[Entries taken from a collection]
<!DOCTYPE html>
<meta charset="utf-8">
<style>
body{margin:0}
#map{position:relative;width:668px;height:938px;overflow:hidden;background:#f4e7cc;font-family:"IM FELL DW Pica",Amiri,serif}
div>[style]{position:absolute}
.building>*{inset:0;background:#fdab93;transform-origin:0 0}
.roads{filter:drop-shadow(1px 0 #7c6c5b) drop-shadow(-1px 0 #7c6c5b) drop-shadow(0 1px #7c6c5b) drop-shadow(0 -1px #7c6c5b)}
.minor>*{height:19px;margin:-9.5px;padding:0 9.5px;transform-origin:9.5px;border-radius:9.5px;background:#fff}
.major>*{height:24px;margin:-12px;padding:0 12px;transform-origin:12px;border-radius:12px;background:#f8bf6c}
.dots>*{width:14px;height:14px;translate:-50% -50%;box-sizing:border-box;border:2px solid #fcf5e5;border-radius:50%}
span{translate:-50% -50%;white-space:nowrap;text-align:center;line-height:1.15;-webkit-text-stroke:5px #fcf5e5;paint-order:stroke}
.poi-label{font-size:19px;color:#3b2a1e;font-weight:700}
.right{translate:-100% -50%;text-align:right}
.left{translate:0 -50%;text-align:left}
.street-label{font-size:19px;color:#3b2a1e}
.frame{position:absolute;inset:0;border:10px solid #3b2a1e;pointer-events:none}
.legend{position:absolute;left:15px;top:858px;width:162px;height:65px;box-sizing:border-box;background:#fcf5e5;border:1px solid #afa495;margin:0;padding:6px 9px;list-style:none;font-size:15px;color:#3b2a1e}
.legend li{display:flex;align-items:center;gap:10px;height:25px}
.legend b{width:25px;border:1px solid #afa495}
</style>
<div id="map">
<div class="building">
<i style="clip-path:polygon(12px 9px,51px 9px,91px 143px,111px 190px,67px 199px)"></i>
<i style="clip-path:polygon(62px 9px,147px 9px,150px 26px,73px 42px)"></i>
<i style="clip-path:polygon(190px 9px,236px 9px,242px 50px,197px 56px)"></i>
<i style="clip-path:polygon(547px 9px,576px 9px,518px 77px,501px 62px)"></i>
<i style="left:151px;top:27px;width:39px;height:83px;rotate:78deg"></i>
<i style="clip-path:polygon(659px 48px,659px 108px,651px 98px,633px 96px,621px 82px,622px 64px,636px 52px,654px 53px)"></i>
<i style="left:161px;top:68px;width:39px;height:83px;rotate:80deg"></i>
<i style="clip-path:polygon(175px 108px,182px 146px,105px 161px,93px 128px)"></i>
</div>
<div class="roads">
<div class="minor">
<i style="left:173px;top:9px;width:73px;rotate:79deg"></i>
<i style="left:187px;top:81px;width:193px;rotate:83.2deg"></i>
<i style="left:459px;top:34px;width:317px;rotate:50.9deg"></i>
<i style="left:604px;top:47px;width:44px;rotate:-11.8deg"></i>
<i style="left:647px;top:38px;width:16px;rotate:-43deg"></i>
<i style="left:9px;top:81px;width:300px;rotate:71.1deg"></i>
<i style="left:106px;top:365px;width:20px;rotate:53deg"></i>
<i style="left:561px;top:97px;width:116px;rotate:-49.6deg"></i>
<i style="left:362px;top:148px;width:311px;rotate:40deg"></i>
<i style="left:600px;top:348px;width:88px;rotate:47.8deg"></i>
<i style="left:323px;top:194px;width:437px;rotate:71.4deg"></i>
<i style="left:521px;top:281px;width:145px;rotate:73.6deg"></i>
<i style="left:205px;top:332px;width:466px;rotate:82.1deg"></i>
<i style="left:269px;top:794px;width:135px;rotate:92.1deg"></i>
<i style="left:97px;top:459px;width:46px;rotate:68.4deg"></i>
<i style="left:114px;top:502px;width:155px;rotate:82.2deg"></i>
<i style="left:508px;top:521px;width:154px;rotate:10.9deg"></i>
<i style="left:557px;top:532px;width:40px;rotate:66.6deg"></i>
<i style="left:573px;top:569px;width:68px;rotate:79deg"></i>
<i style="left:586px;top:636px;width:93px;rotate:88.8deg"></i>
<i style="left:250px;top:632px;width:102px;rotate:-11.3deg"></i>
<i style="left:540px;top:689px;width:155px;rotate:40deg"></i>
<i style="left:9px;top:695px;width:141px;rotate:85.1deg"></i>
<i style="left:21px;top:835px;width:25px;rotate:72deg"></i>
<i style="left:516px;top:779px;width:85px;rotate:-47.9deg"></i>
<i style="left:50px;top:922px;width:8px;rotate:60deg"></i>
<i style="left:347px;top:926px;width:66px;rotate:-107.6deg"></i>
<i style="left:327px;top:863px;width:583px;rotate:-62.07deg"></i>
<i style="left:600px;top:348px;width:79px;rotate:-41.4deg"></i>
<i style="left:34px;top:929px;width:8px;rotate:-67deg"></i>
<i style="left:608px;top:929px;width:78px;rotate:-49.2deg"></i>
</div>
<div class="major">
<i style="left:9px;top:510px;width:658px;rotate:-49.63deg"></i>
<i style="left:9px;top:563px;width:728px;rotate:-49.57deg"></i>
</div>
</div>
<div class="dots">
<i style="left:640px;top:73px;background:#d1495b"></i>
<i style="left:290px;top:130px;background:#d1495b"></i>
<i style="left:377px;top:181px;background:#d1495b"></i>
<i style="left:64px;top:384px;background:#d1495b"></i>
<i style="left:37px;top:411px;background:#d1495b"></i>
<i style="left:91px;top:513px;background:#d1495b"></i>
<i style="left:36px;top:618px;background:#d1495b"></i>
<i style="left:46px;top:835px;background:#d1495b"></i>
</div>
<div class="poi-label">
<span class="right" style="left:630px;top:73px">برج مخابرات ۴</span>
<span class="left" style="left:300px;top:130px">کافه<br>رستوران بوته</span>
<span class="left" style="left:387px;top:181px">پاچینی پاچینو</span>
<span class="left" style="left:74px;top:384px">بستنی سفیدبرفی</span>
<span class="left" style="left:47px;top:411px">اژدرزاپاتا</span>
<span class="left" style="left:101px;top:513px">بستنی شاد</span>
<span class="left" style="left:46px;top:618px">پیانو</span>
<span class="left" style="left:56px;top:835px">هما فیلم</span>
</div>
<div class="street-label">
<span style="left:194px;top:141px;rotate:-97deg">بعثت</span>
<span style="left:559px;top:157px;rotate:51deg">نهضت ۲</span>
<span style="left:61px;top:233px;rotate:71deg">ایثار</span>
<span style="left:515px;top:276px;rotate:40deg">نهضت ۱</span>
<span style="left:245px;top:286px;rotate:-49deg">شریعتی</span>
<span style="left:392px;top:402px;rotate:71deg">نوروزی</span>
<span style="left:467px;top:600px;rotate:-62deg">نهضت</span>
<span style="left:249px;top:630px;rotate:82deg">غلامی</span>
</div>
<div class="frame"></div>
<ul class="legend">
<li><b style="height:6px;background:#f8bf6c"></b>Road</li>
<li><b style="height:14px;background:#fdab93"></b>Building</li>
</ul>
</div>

WHAT THE TASK ASKS :: Restate the data verbatim through the "0 #7c6c5b) drop-shadow(-1px" line.

YOUR SOLUTION ::
<!DOCTYPE html>
<meta charset="utf-8">
<style>
body{margin:0}
#map{position:relative;width:668px;height:938px;overflow:hidden;background:#f4e7cc;font-family:"IM FELL DW Pica",Amiri,serif}
div>[style]{position:absolute}
.building>*{inset:0;background:#fdab93;transform-origin:0 0}
.roads{filter:drop-shadow(1px 0 #7c6c5b) drop-shadow(-1px 0 #7c6c5b) drop-shadow(0 1px #7c6c5b) drop-shadow(0 -1px #7c6c5b)}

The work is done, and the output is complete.